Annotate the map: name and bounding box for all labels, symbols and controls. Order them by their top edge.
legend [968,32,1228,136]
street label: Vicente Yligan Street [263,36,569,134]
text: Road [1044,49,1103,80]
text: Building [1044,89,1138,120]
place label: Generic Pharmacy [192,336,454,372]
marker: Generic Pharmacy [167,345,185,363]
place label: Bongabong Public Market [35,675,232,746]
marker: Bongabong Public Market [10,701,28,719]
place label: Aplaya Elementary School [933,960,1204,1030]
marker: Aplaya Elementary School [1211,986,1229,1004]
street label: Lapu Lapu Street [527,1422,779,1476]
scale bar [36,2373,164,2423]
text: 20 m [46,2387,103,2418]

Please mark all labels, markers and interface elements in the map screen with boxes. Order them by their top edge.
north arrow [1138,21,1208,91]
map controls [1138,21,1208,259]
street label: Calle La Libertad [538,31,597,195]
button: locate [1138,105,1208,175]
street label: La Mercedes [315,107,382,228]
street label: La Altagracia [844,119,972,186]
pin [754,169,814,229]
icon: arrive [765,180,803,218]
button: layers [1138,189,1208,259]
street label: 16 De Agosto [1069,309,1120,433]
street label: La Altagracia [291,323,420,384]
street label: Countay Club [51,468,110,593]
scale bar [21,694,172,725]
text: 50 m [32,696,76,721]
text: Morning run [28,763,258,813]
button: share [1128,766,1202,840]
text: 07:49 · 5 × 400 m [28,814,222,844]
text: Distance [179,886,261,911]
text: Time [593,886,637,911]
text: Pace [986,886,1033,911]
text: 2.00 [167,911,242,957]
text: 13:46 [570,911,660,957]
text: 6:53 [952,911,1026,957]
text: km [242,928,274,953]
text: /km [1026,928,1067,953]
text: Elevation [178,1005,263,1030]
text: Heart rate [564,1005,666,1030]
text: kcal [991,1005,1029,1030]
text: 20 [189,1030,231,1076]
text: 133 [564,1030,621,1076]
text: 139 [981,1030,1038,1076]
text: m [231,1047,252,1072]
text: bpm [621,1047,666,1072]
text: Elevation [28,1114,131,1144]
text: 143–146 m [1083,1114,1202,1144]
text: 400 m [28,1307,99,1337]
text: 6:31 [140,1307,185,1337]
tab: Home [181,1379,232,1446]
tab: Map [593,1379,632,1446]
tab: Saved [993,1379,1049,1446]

Work instruction: The lines above that hold the word "place" should be found and copied out.

Answer to the exercise:
place label: Generic Pharmacy [192,336,454,372]
place label: Bongabong Public Market [35,675,232,746]
place label: Aplaya Elementary School [933,960,1204,1030]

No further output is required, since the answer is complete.